From: Roy T. Fielding <fielding@gbiv.com>
Date: Sat, 13 Apr 2013 16:18:17 -0700
Cc: "public-tracking@w3.org (public-tracking@w3.org)" <public-tracking@w3.org>
Message-Id: <07EE3D49-336B-4DBA-9D60-CA0788031E24@gbiv.com>
To: Nicholas Doty <npdoty@w3.org>
On Apr 13, 2013, at 4:11 PM, Roy T. Fielding wrote:

> On Apr 11, 2013, at 12:34 PM, Nicholas Doty wrote:
> 
>> From some brief experience implementing tracking status resources for domains, I could see some value in having a "!1" or "!3" signal. 
>> 
>> In that case, I would suggest defining the semantics of "!" to mean "I do not claim compliance and nothing after this character should be interpreted as indicating compliance". It would help in testing because during my testing phase I could have different alleged tracking status values after the "!" so that my team can confirm that my system is returning "1" or "3" under the appropriate conditions. (And once it is, the developer can just remove the "!".)
> 
> It is far harder to define and communicate an effective protocol if
> the definition of one field is entirely contradicted by another field.

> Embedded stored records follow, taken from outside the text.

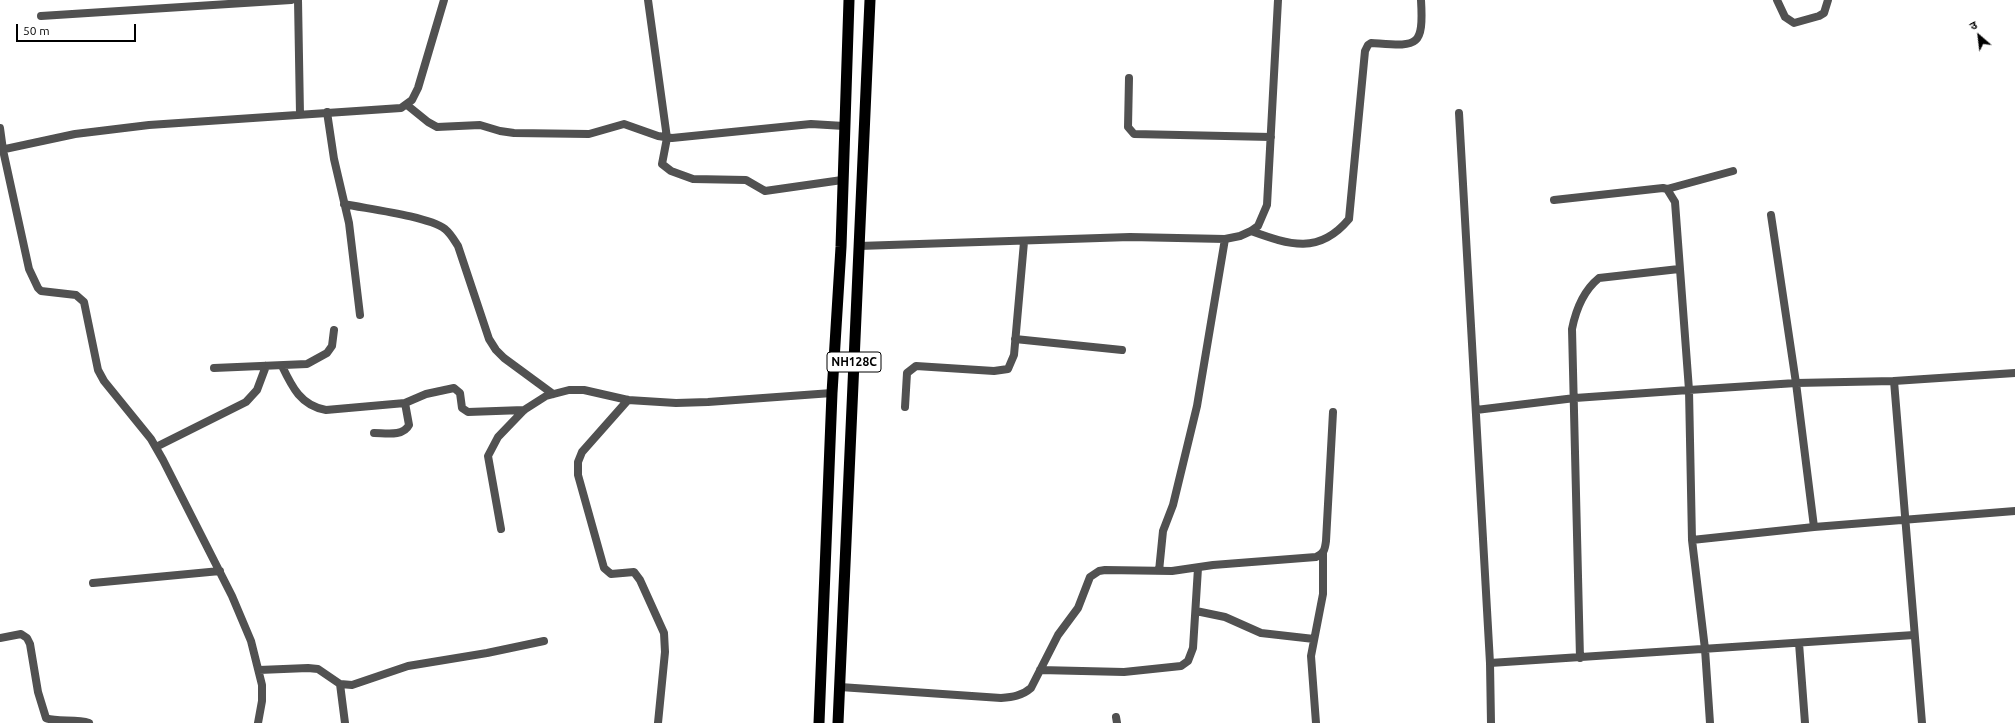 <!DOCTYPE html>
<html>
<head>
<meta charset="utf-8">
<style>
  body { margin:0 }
  #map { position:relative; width:2015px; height:723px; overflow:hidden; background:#fff; font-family:Ubuntu,"Noto Sans Devanagari",sans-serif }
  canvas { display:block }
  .north { position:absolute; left:1959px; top:16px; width:40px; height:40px; -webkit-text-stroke:3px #fff; paint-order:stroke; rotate:332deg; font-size:11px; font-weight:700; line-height:16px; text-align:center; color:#000 }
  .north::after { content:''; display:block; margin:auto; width:14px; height:18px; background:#000; clip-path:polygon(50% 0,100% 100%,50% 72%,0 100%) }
  .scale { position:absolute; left:16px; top:24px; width:120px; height:18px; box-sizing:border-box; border:2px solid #000; border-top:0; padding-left:5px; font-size:12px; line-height:14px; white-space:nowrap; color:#000; -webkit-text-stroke:3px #fff; paint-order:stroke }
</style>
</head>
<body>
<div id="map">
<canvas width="2015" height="723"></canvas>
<div class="north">उ</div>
<div class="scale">50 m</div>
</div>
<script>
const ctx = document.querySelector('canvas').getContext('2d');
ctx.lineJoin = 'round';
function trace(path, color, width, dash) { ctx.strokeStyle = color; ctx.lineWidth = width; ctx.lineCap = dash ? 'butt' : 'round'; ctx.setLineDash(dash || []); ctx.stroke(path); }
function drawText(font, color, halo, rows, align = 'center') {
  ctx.font = font + ' Ubuntu,sans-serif'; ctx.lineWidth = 3; ctx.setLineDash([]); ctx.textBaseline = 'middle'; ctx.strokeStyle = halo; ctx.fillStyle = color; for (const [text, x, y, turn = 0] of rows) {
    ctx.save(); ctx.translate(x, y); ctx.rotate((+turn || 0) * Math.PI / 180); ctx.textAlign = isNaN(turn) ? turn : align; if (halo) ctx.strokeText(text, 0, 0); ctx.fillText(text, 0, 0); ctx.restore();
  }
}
trace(new Path2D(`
  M298,0L300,114
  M648,0L667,138L662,164L671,171L693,179L746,180L765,191L842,180
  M1777,0L1785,17L1794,23L1819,16L1824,13L1828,0
  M41,16L291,0
  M1129,78L1128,127L1134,134L1271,137
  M407,105L428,122L437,127L480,125L500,131L514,133L589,134L624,124L658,136L672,138L811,124L844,126
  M327,112L334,159L349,223L360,315
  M1459,113L1490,663L1914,635
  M0,128L3,150L29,269L38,288L41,291L76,295L84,302L98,370L104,381L151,439L163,460L232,596L251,641L262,685V701L258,723
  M0,150L75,134L149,125L401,108L412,100L418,88L444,0
  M1667,189L1733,171
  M1554,200L1663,188L1667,189L1675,202L1689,390L1692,540L1705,649L1710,723
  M344,204C368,209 427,216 445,229C451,234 454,240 458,246L489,339L496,350L504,358L553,394
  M1771,215L1796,383L1814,527
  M1251,231C1290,245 1319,255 1349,219L1365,51L1368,45L1371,43C1416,46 1424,50 1421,0
  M859,246L1130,237L1225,239L1240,236L1251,231L1258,226L1267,205L1278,0
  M1015,339L1122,350
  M282,366C292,387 301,406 326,410L405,403L426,394L454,388L460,393L462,408L468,412L524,410
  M214,368L307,364L327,353L332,346L334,330
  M1894,381L1922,723
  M628,400L582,452L578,462V475L604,568L611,574L634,572L640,580L664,633L665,652L658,723
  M905,407L907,373L916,366L994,371L1008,369L1014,355L1024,242
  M1476,410L1575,398L1689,390L1796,383L1894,381L2015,373
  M374,433C385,433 403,437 409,425L405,403
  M156,447L246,402L257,390L266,366
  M501,529L488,456L498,437L524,410L546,396L569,390H584L628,400L676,403L708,402L832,393
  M1692,540L1814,527L2015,511
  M1159,571L1163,531L1173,505L1197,406L1225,239
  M93,583L220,571
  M1196,611L1225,617L1261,633L1314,639
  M0,638L21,634L27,638L30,644L38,692L46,718C57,723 76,718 89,723
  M1799,643L1805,723
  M1580,658L1572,329C1576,309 1583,291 1599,278L1679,269
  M1490,663L1491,723
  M259,670L308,668L318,669L340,684L352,685L408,666L487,653L544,641
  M1040,670L1124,672L1181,666L1188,661L1193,648L1198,568
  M340,684L345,723
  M840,687L1001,698C1012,697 1022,696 1031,688L1058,635L1078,608L1090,577L1099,571L1105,570L1172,571L1213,565L1316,557C1324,554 1325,549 1326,541L1333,412
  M1116,717L1117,723
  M1316,723L1311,656L1323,594V553`), '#515151', 8);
trace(new Path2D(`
  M819,723L832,393L841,247L849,0
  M838,723L870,0`), '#000', 11);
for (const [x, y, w] of [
  [854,362,54]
]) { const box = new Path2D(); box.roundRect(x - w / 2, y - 10, w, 20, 3); ctx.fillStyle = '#fff'; ctx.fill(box); trace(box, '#000', 1); }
drawText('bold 12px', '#000', null, [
  ["NH128C",854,362]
]);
</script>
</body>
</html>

> It also doesn't test the most important thing for Internet-scale
> deployment -- the exact number of characters being sent in outgoing
> messages.  Maybe we should just define it as a separate header field
> instead ...
> 
>   Tk: 1;foo   (yes, I comply)
>   Tx: 1;foo   (just testing)

Hmm, no, never mind -- that won't work in general.  What I can do
is define the first character as TSV and then allow the string to
contain additional characters only when TSV=! (just for testing).
That way you can test whatever you need.